Exercise description ->
Exactly as written, copy every line from the one containing "I am building" through the end of the records, with the pictures left out.

*** Block opens ***

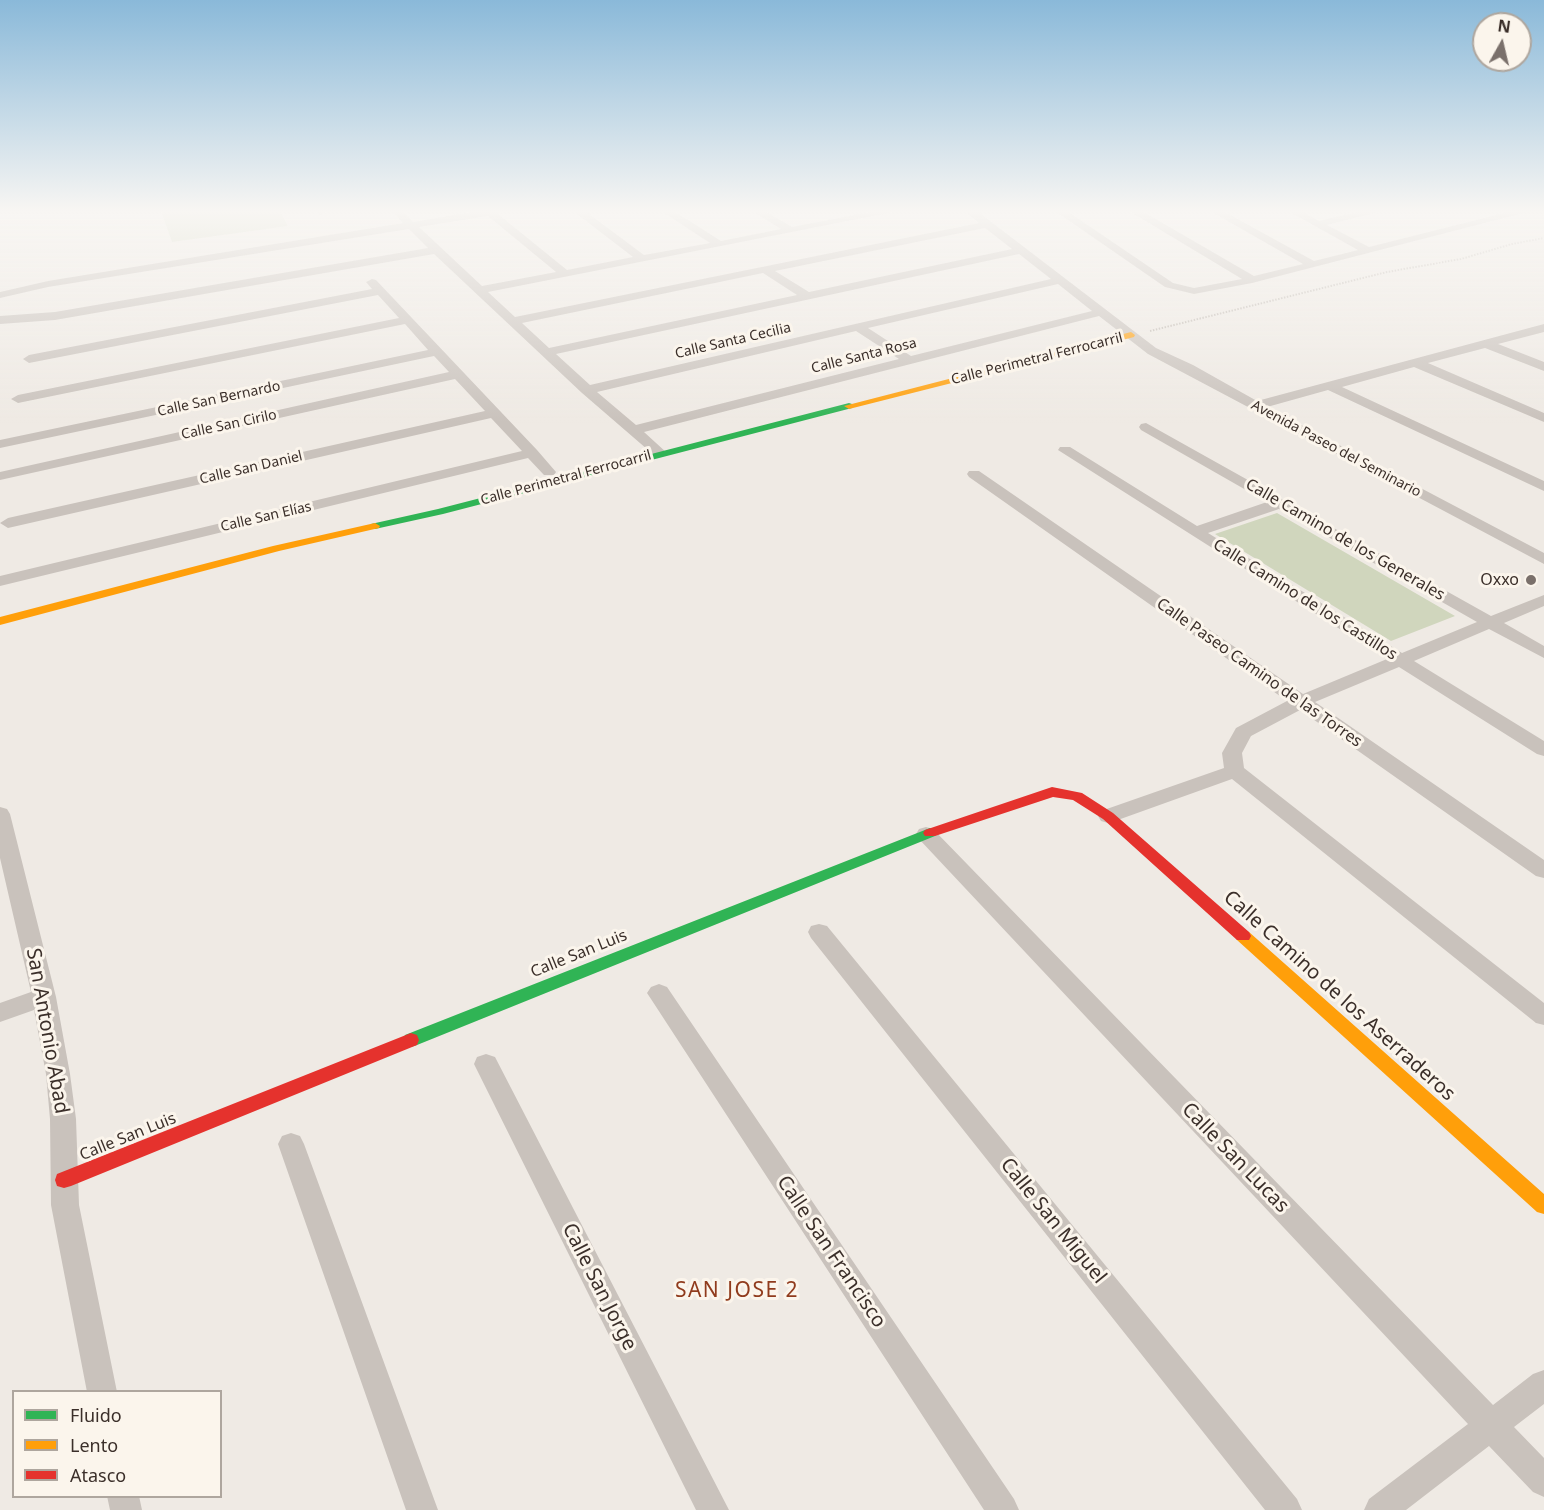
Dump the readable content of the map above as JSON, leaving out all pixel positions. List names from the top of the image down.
{
  "streets": {
    "street": [
      "Calle Santa Cecilia",
      "Calle Santa Rosa",
      "Calle Perimetral Ferrocarril",
      "Calle San Bernardo",
      "Calle San Cirilo",
      "Avenida Paseo del Seminario",
      "Calle San Daniel",
      "Calle San Elías",
      "Calle Camino de los Generales",
      "Calle Camino de los Castillos",
      "Calle Paseo Camino de las Torres",
      "Calle San Luis",
      "Calle Camino de los Aserraderos",
      "San Antonio Abad",
      "Calle San Lucas",
      "Calle San Miguel",
      "Calle San Francisco",
      "Calle San Jorge"
    ]
  },
  "crossings": [
    ["Calle Perimetral Ferrocarril", "Avenida Paseo del Seminario"],
    ["Calle San Luis", "Calle Camino de los Aserraderos"],
    ["Calle San Luis", "San Antonio Abad"],
    ["Calle San Luis", "Calle San Lucas"]
  ],
  "districts": ["SAN JOSE 2"],
  "places": ["Oxxo"],
  "legend": ["Fluido", "Lento", "Atasco"],
  "north": "top"
}
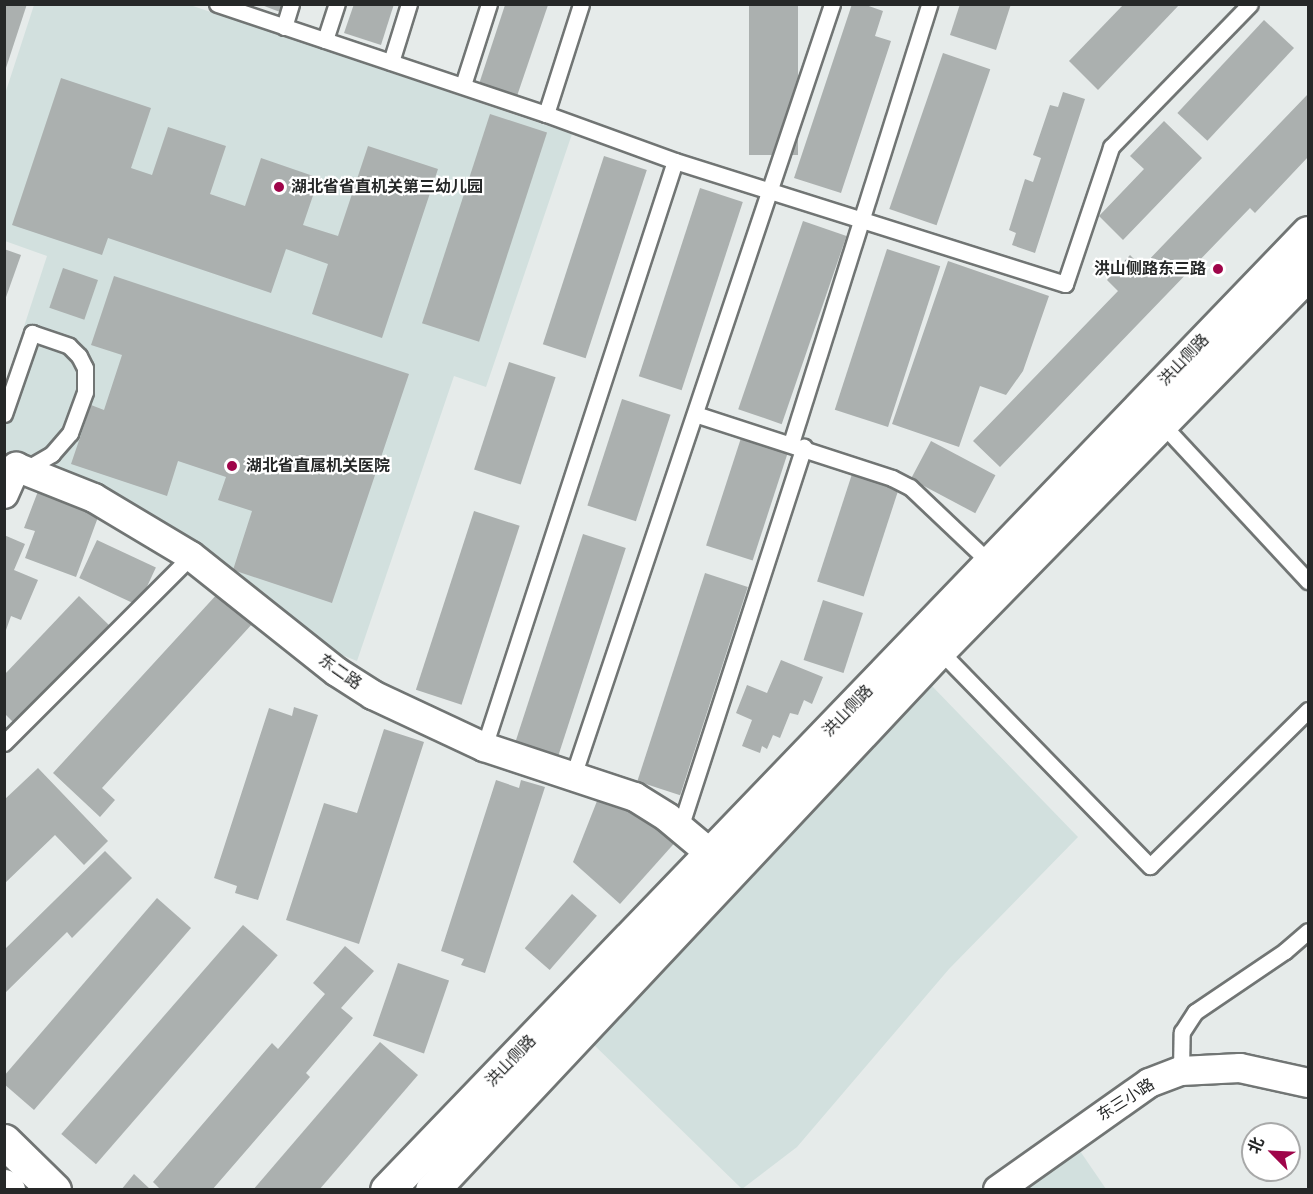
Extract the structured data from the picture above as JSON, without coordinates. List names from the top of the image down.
{
  "streets": {
    "main road": ["洪山侧路"],
    "street": ["东二路", "东三小路"]
  },
  "crossings": [
    ["洪山侧路", "东二路"]
  ],
  "places": ["湖北省省直机关第三幼儿园", "洪山侧路东三路", "湖北省直属机关医院"],
  "north": "top left"
}
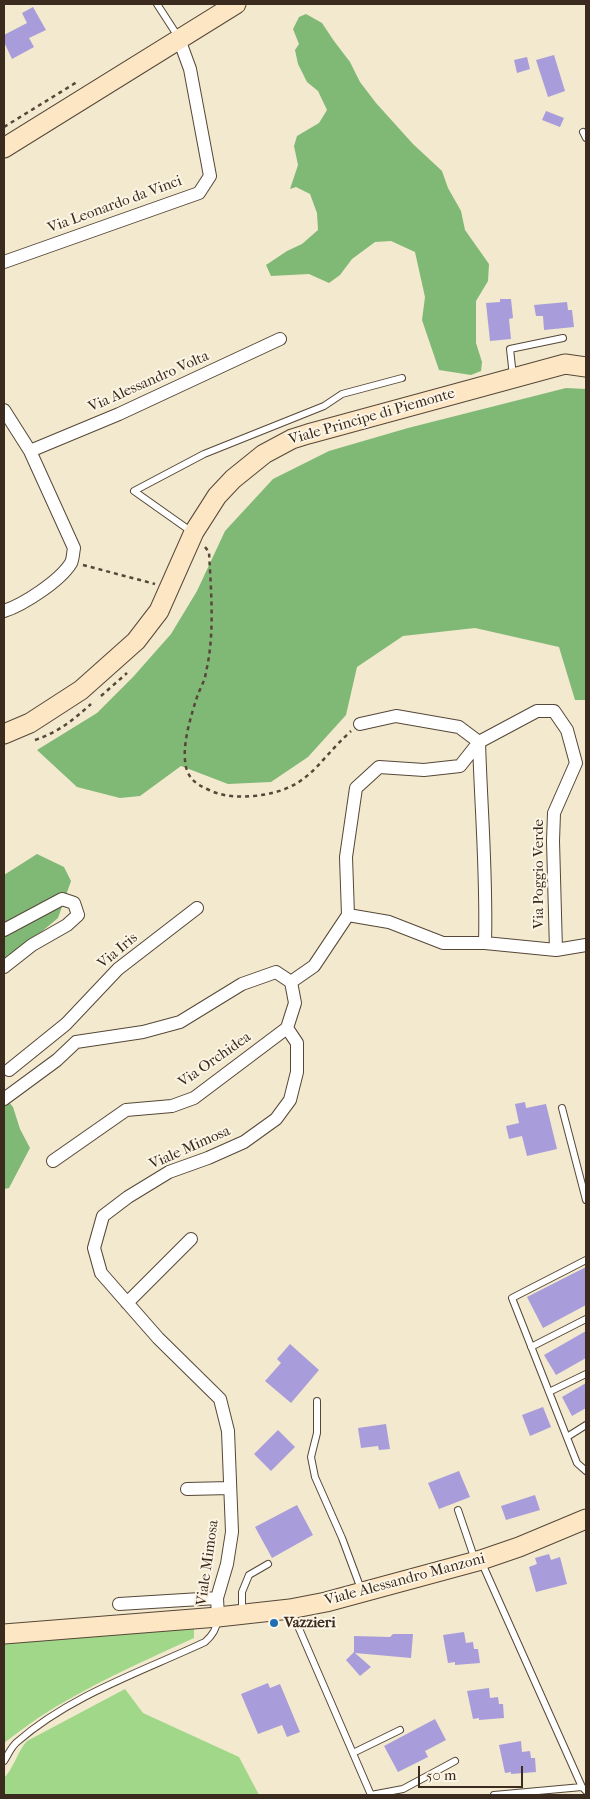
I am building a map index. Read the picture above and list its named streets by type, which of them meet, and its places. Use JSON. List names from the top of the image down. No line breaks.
{"streets":{"street":["Via Leonardo da Vinci","Via Alessandro Volta","Viale Principe di Piemonte","Via Poggio Verde","Via Iris","Via Orchidea","Viale Mimosa","Viale Alessandro Manzoni"]},"crossings":[["Via Orchidea","Viale Mimosa"],["Viale Mimosa","Viale Alessandro Manzoni"]],"places":["Vazzieri"],"scale_bar":"50 m"}
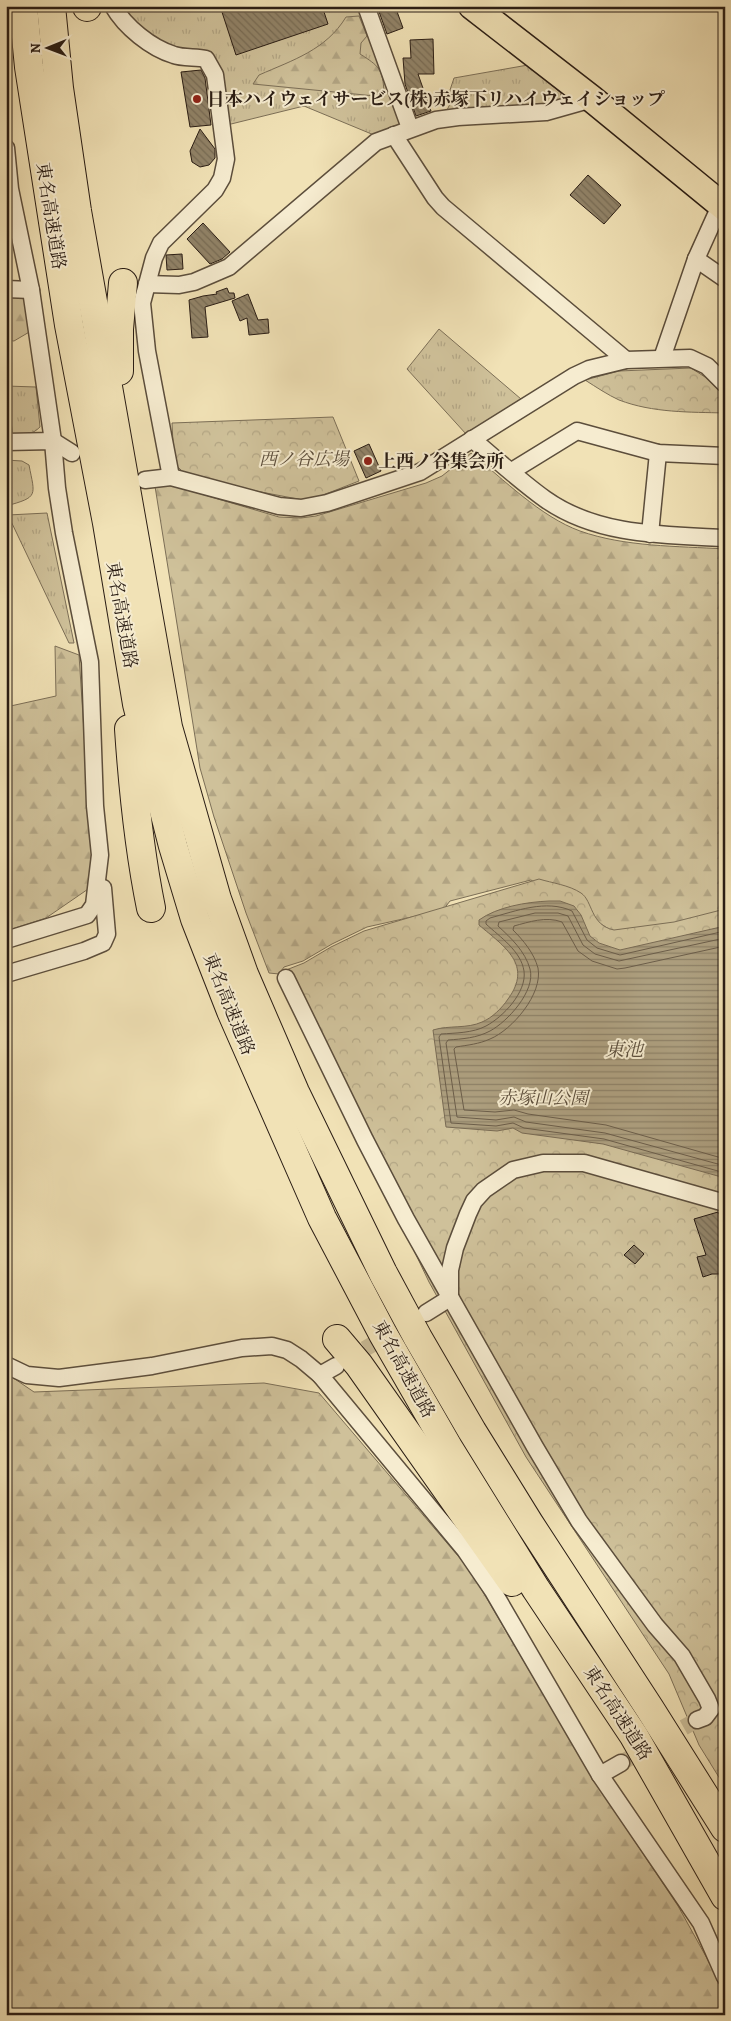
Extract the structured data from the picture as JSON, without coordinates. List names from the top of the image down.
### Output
{
  "streets": {
    "highway": ["東名高速道路"]
  },
  "water": ["東池"],
  "parks": ["西ノ谷広場", "赤塚山公園"],
  "places": ["日本ハイウェイサービス(株)赤塚下リハイウェイショップ", "上西ノ谷集会所"],
  "north": "left"
}
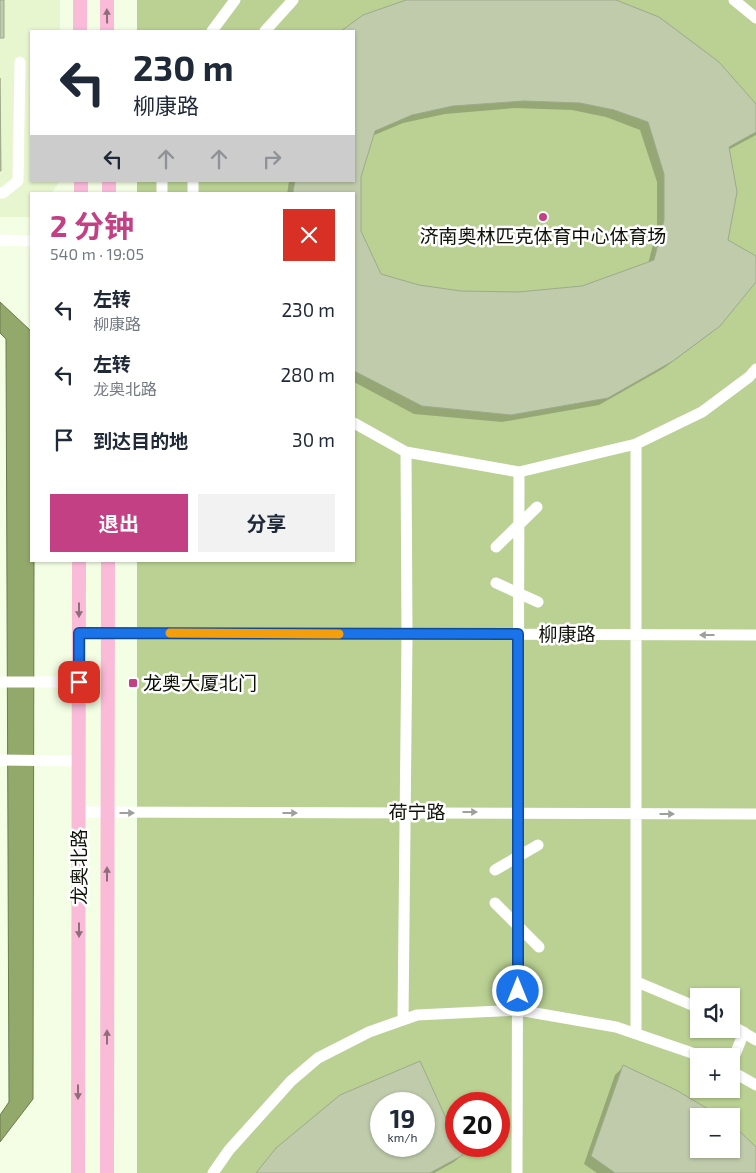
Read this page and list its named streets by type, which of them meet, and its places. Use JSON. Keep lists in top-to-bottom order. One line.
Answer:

*** Block closes ***

Output ->
I am building a map index. Read the picture above and list its named streets by type, which of them meet, and its places. Use JSON. List names from the top of the image down. No line breaks.
{"streets":{"street":["Via Leonardo da Vinci","Via Alessandro Volta","Viale Principe di Piemonte","Via Poggio Verde","Via Iris","Via Orchidea","Viale Mimosa","Viale Alessandro Manzoni"]},"crossings":[["Via Orchidea","Viale Mimosa"],["Viale Mimosa","Viale Alessandro Manzoni"]],"places":["Vazzieri"],"scale_bar":"50 m"}
Extract the structured data from the picture as JSON, without coordinates. List names from the top of the image down.
### Output
{
  "streets": {
    "highway": ["東名高速道路"]
  },
  "water": ["東池"],
  "parks": ["西ノ谷広場", "赤塚山公園"],
  "places": ["日本ハイウェイサービス(株)赤塚下リハイウェイショップ", "上西ノ谷集会所"],
  "north": "left"
}
Read this page and list its named streets by type, which of them meet, and its places. Use JSON. Keep lists in top-to-bottom order. One line.
Answer:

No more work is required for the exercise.